Material supplied.
======

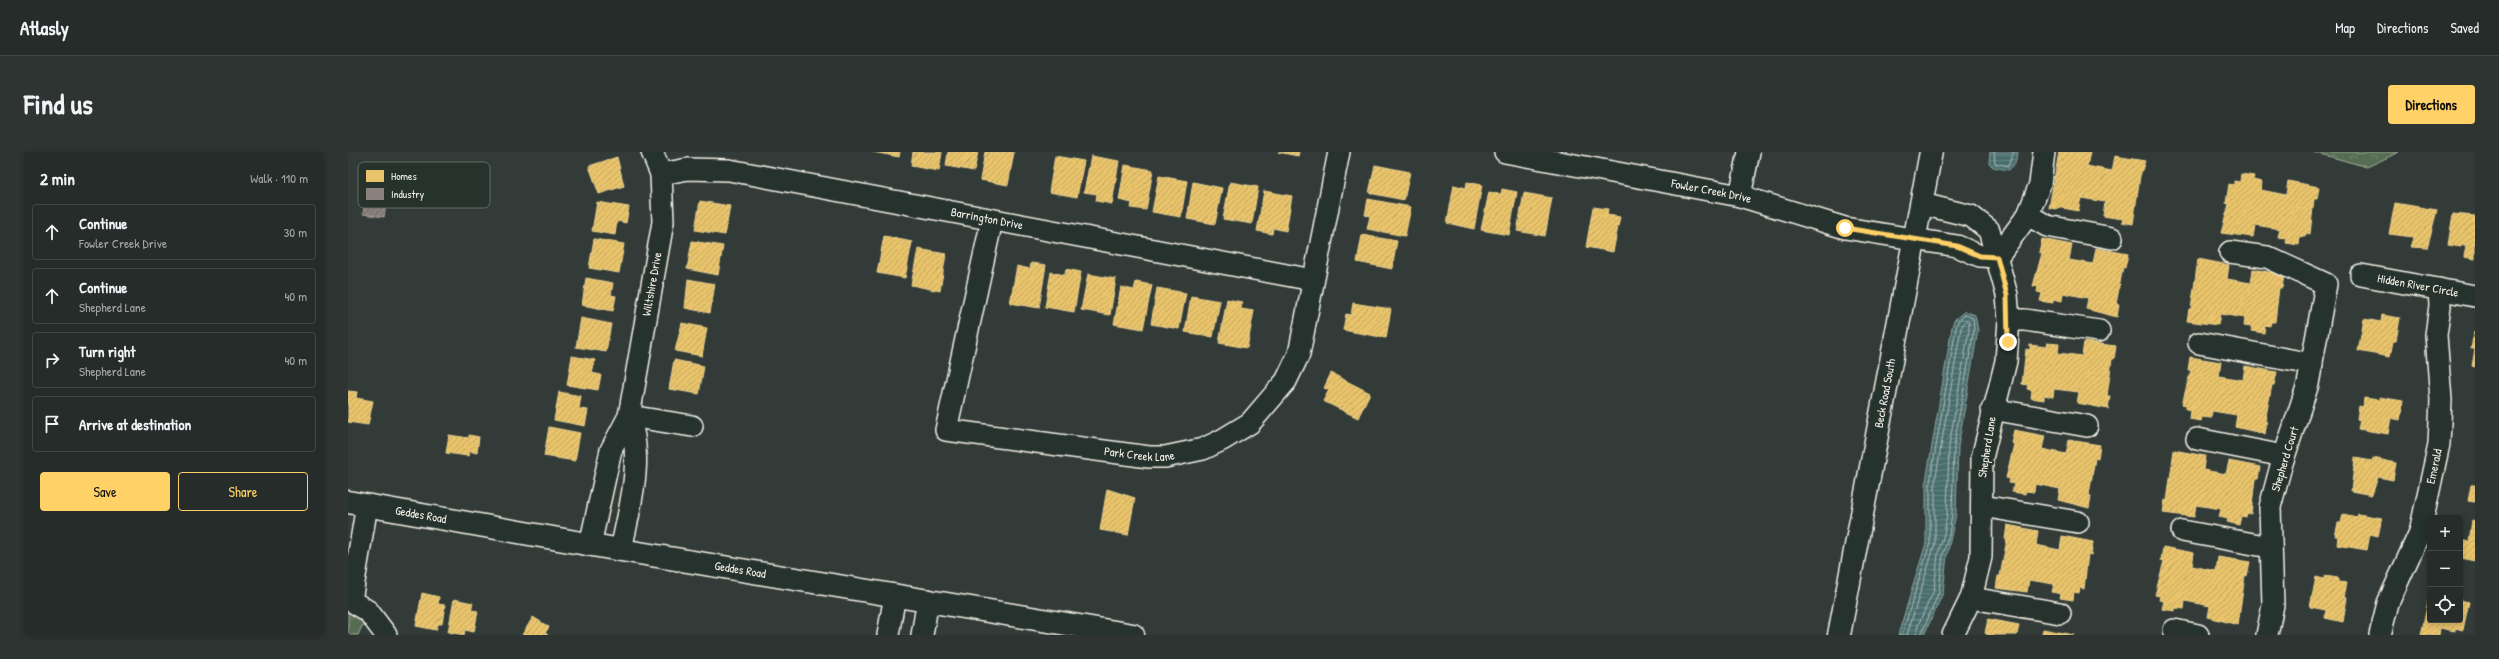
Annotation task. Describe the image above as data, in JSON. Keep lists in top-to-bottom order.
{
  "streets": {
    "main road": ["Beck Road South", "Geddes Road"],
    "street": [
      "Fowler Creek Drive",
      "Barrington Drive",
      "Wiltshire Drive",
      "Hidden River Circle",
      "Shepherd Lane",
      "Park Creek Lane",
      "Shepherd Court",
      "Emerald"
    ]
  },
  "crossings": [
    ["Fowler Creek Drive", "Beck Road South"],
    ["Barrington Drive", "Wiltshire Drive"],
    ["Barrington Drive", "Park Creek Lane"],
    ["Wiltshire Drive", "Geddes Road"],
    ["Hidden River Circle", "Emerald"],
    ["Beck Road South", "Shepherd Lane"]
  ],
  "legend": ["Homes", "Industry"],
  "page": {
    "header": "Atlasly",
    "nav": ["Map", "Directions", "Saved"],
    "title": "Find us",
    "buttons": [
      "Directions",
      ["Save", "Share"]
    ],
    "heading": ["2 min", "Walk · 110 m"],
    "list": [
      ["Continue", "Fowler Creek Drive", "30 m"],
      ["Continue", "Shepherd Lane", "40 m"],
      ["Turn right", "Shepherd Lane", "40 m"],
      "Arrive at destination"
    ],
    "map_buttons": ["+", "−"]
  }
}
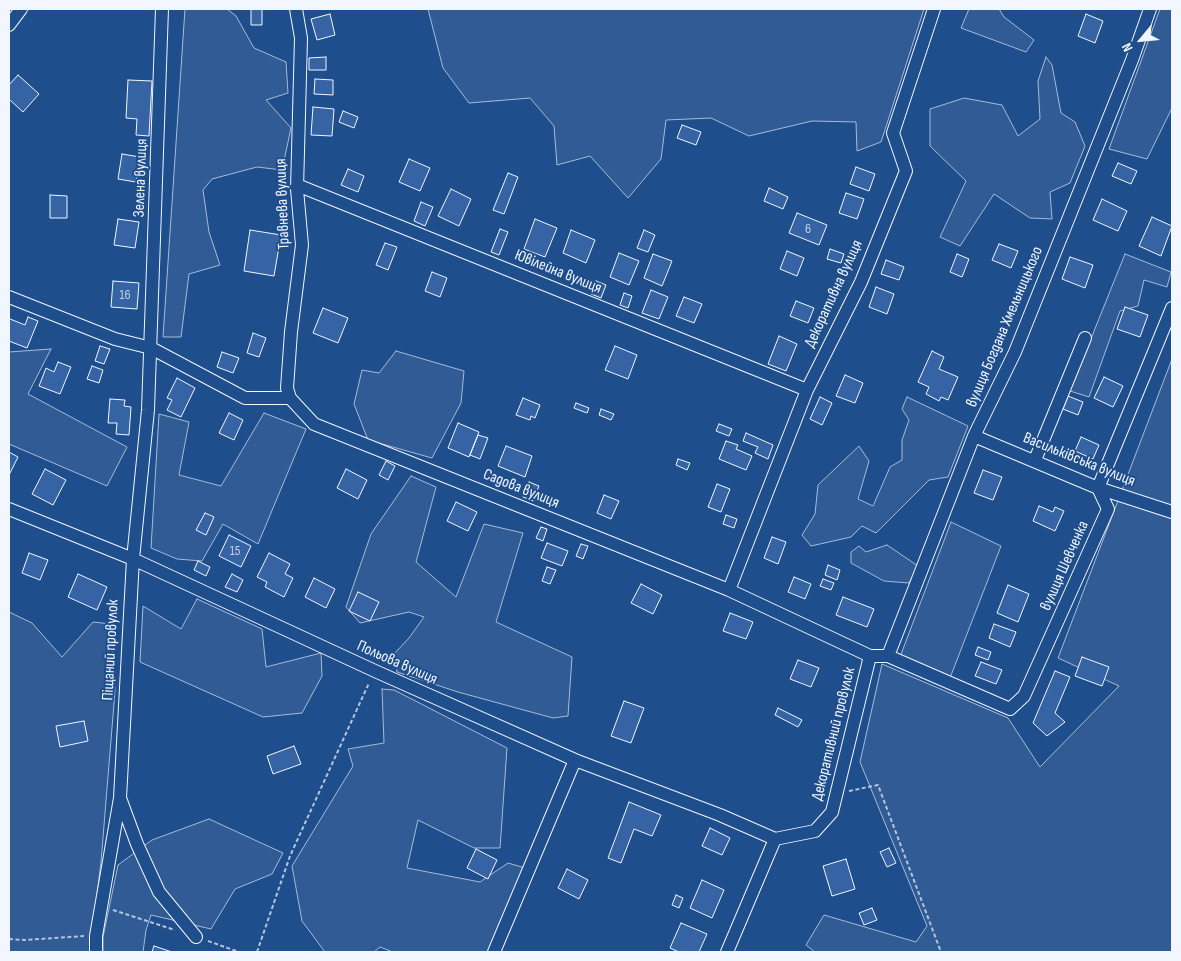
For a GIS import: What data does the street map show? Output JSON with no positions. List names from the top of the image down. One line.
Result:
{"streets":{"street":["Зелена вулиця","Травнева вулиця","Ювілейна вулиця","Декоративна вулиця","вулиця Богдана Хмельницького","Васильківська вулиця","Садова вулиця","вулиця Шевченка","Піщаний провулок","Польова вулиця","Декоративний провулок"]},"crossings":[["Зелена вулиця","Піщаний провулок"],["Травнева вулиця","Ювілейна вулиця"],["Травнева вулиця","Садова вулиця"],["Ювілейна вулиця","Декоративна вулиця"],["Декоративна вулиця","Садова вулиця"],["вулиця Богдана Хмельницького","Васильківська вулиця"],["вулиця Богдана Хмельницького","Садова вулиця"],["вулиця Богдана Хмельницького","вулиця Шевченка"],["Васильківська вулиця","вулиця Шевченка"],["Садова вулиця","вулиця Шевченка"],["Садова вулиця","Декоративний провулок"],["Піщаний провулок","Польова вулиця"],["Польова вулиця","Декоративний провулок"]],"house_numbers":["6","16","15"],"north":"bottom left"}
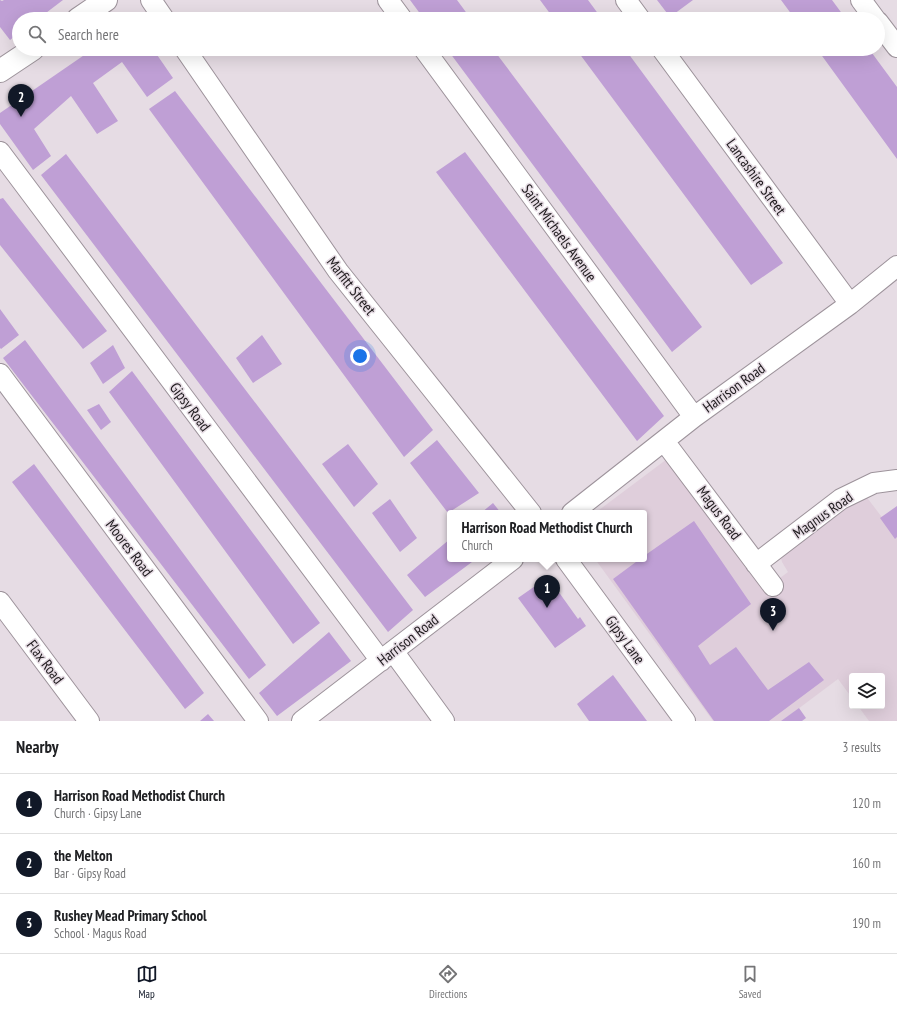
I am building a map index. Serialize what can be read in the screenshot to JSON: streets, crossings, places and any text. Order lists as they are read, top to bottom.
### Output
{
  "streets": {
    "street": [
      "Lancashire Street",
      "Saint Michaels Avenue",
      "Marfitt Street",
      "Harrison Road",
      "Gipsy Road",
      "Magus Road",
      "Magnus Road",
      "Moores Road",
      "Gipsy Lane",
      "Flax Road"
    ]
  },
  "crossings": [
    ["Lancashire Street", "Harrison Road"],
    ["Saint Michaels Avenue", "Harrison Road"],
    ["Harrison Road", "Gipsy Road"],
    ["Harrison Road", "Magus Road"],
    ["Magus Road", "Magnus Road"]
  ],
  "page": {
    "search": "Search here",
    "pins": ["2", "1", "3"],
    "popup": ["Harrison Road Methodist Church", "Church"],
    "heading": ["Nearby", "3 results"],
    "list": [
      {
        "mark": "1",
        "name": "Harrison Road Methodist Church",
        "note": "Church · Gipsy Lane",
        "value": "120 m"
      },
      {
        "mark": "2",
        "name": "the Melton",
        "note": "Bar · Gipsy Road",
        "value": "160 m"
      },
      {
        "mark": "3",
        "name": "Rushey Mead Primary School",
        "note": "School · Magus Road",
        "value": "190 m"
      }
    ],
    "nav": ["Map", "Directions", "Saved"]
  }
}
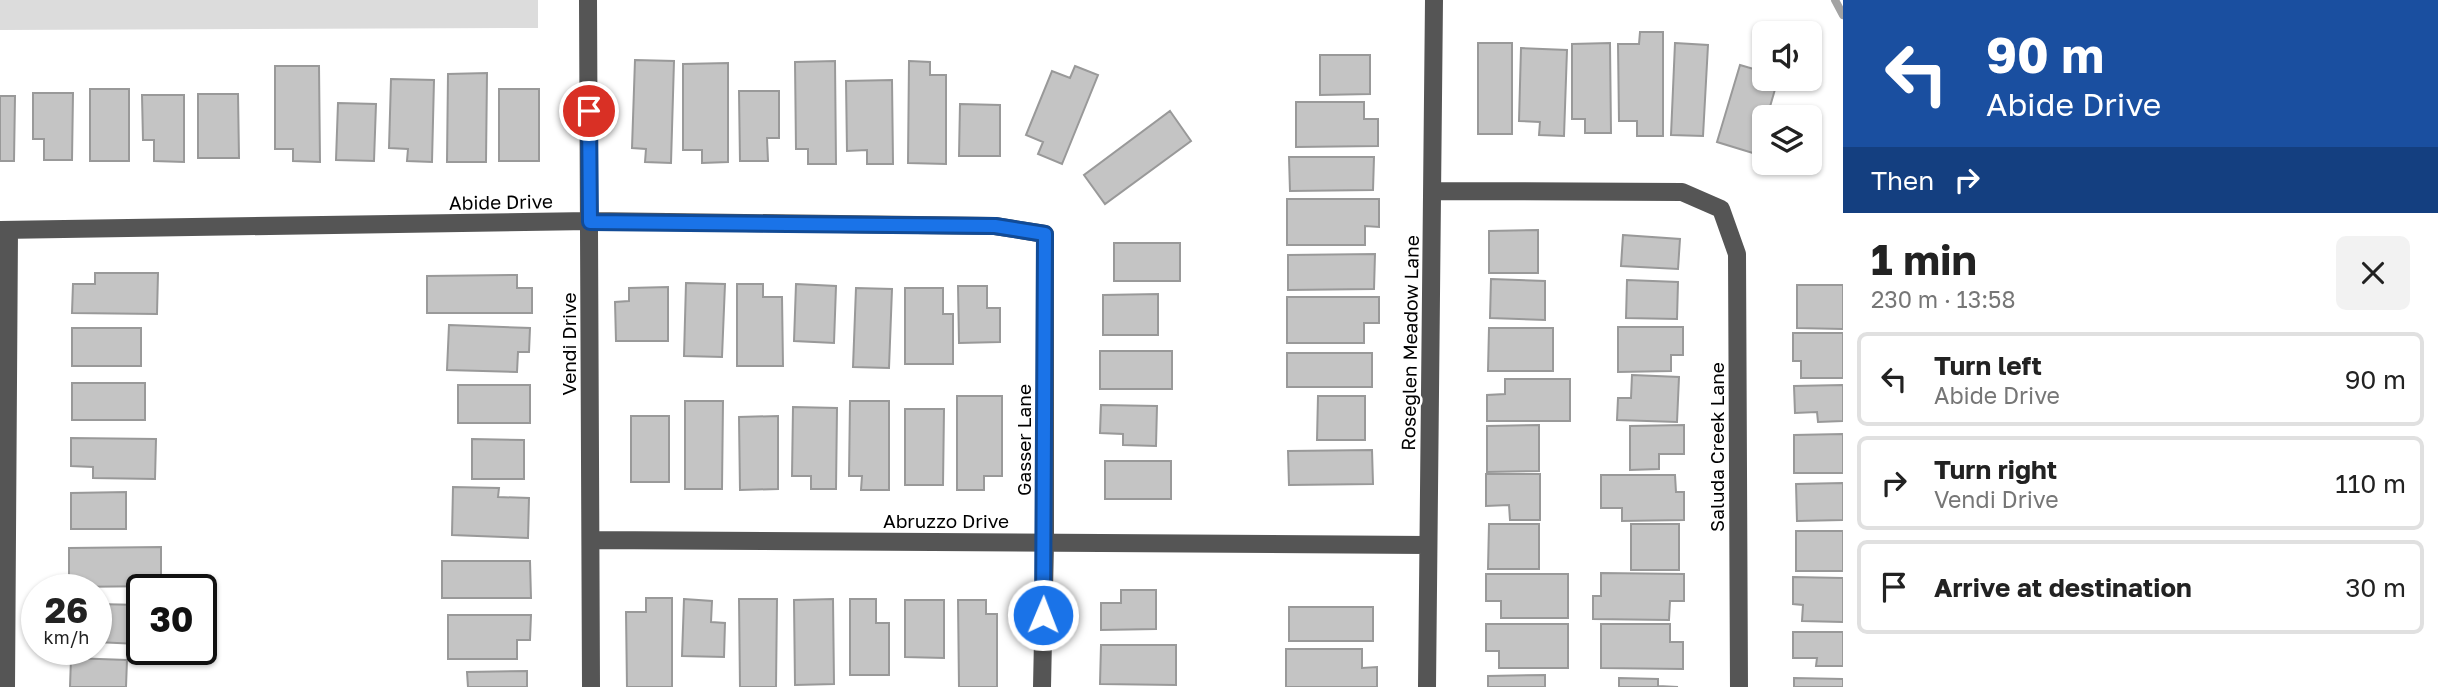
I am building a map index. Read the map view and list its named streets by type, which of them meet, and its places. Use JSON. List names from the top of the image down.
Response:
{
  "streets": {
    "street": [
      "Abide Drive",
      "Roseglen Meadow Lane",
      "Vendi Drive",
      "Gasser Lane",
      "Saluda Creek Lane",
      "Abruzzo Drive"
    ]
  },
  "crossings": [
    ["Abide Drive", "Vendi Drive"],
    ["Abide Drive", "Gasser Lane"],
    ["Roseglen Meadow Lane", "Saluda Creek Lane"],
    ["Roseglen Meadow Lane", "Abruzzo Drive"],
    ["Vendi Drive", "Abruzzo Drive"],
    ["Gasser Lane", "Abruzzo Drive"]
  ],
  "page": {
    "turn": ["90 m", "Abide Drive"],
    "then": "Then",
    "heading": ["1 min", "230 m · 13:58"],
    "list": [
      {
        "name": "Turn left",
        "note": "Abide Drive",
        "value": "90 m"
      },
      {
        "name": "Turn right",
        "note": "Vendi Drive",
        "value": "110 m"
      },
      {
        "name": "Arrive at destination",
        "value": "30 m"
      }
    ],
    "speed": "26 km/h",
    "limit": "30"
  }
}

======

Problem details. The expected answer is every line above in which the word "data" appears.

Exercise solution.
Annotation task. Describe the image above as data, in JSON. Keep lists in top-to-bottom order.
For a GIS import: What data does the street map show? Output JSON with no positions. List names from the top of the image down. One line.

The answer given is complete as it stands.